Murat began to build his battlefield reputation when he accompanied Napoleon to Italy and Egypt. Napoleon came to rely on Murat’s cavalry to perform the mounted arm’s traditional function of leading the advance of the army and scouting out enemy forces. Murat became the ideal instrument for Napoleon’s aggressive style of warfare. In the aftermath of battles like Jena (14 October 1806), Murat’s troopers hunted down and decimated the remnants of the defeated army. At the Battle of Eylau (14 February 1807),Murat’s charge with the cavalry reserve of the Grande Armée saved the day for the Emperor. Moreover, Murat’s wild courage on the battlefield stood as a hallmark of Napoleon’s operations.

Following his role in bringing French forces into Spain in early 1808, Murat repressed the ensuing Madrid insurgency and departed for Naples, where he replaced Napoleon’s brother Joseph as monarch. He returned to fight under Napoleon in the Russian campaign of 1812 and the campaign in Germany of the next year, but his role as an independent monarch, combined with the influence of his politically ambitious wife, clouded his relationship with the French emperor. As a result of the failed invasion of Russia, Murat had developed doubts about Napoleon’s eventual fate and moved, from the start of 1813, to establish ties with Austria and Britain, the Emperor’s most adamant opponents. As unsophisticated politically as he was courageous on the battlefield, Murat found it impossible to maneuver effectively in this dangerous international environment. Uncertain where to place his loyalties, he betrayed Napoleon in 1814, then rallied to the restored Emperor in 1815. He ended up losing his throne in Naples and dying at the hands of a Neapolitan firing squad.

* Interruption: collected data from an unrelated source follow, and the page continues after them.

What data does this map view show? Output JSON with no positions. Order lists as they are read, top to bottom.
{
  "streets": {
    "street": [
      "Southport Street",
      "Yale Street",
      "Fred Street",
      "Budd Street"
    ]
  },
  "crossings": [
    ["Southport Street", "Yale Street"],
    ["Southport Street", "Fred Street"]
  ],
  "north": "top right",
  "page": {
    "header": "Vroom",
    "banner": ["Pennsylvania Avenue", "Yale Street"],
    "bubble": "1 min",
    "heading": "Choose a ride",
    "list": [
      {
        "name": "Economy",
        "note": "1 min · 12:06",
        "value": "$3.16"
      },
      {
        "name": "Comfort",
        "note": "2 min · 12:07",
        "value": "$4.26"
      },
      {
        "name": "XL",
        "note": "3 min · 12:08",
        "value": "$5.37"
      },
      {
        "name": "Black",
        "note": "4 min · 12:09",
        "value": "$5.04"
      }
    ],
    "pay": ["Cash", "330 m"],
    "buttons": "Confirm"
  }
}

Joachim Murat was born on 26 March 1767, at La Bastide in Gascony. The son of an innkeeper who also worked as a land agent for a local aristocratic family, Murat found himself pointed by his family toward the priesthood. He showed no inclination to accept this profession, and just before he turned twenty, while studying at a nearby seminary, he enlisted in the army of Louis XVI and served for two years in the cavalry.

After the outbreak of the Revolution, Murat joined the National Guard, then returned to his old regiment. He rose steadily in rank during the years after he received a commission as a lieutenant in 1792. By the fall of 1795 he was a major in a cavalry regiment stationed in Paris. The opportunity to move toward military eminence came by chance. The Directory, the new executive body governing France, faced a popular challenge to its authority. Its efforts to rig France’s constitution to maintain many of its supporters in the French Convention (or legislature) roused mass opposition, and opponents were gathering in the streets of Paris to confront the new government. The young general, Napoleon Bonaparte, was given the task of opposing the mob, but, with only 5,000 troops at his disposal, he knew he needed masses of artillery to be successful. In the early hours of 5 October he sought a cavalry leader to seize the National Guard artillery depot at Sablons in the suburbs of Paris. Murat took the assignment, and, at 6:00 A. M. that morning returned to Bonaparte with forty field pieces. These were the weapons that Bonaparte employed to disperse the mob with the famous “whiff of grapeshot,” in which an estimated 300 Parisians were killed or wounded.

A grateful Bonaparte permitted Murat to assume a position on his staff when the young general was ordered to command the (French) Army of Italy in the spring of 1796. Now promoted to the rank of colonel with the position of aide-de-camp to Bonaparte, Murat had his first great opportunity to shine on the battlefield. At Dego, on 14 April, Murat led the first of the cavalry charges that made him famous. In numerous encounters, sometimes leading cavalry units, sometimes at the head of infantry, he demonstrated his courage and élan. After the defeat of Piedmont, Murat had the honor of bringing the captured enemy banners and armistice terms to the Directory back in Paris. With the close of the campaign in early 1797, Murat had reached the rank of général de brigade.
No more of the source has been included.